**** Extracted information

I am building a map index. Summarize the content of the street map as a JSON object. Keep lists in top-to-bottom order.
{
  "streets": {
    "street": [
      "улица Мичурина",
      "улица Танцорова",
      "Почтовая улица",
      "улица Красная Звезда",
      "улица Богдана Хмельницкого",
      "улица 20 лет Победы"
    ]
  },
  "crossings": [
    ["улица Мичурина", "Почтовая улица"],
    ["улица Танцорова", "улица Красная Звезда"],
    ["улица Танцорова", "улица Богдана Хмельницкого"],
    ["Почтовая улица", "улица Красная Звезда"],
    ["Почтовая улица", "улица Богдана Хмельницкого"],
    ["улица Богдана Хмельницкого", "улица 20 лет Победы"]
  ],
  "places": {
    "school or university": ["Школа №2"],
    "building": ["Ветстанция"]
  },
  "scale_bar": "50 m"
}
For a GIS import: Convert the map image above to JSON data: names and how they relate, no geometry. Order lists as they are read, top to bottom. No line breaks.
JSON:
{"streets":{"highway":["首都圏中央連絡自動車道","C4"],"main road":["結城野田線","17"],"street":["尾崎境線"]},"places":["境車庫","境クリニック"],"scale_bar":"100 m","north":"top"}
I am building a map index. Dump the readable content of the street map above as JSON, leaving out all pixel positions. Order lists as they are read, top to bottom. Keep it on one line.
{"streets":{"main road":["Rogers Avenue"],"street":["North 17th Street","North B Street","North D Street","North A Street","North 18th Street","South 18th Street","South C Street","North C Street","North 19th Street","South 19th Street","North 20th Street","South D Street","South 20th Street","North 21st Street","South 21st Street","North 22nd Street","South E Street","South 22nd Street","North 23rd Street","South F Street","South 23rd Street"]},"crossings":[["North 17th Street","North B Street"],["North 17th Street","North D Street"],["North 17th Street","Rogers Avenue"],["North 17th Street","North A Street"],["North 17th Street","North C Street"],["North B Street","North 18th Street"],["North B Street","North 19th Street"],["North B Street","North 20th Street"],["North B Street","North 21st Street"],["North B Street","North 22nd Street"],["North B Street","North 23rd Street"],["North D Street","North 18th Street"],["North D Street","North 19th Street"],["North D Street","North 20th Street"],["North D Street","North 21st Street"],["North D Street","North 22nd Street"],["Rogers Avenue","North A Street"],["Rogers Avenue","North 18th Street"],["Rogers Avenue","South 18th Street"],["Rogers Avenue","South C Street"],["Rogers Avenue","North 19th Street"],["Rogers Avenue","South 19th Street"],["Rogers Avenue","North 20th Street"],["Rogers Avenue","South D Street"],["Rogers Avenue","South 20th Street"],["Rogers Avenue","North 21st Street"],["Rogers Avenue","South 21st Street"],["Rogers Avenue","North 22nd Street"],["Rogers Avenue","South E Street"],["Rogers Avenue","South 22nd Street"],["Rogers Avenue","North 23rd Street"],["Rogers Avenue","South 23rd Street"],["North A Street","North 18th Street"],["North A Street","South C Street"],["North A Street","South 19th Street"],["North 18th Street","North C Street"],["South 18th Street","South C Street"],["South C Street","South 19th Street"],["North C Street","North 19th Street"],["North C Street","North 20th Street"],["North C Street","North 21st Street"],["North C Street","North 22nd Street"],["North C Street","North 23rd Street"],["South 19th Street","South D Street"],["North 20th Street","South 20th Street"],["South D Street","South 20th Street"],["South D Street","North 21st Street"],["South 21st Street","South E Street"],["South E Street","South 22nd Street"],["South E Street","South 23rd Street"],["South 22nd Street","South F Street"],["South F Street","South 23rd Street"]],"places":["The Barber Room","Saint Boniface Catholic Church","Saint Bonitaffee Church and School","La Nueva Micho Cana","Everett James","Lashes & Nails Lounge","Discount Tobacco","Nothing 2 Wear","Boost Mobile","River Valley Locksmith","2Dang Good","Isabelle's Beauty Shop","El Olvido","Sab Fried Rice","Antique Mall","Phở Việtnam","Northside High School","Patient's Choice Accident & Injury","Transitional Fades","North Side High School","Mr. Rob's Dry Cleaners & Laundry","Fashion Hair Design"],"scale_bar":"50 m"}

********

Exercise instructions = Search term "улица": return each line of the data that contains it.

Final answer =
      "улица Мичурина",
      "улица Танцорова",
      "Почтовая улица",
      "улица Красная Звезда",
      "улица Богдана Хмельницкого",
      "улица 20 лет Победы"
    ["улица Мичурина", "Почтовая улица"],
    ["улица Танцорова", "улица Красная Звезда"],
    ["улица Танцорова", "улица Богдана Хмельницкого"],
    ["Почтовая улица", "улица Красная Звезда"],
    ["Почтовая улица", "улица Богдана Хмельницкого"],
    ["улица Богдана Хмельницкого", "улица 20 лет Победы"]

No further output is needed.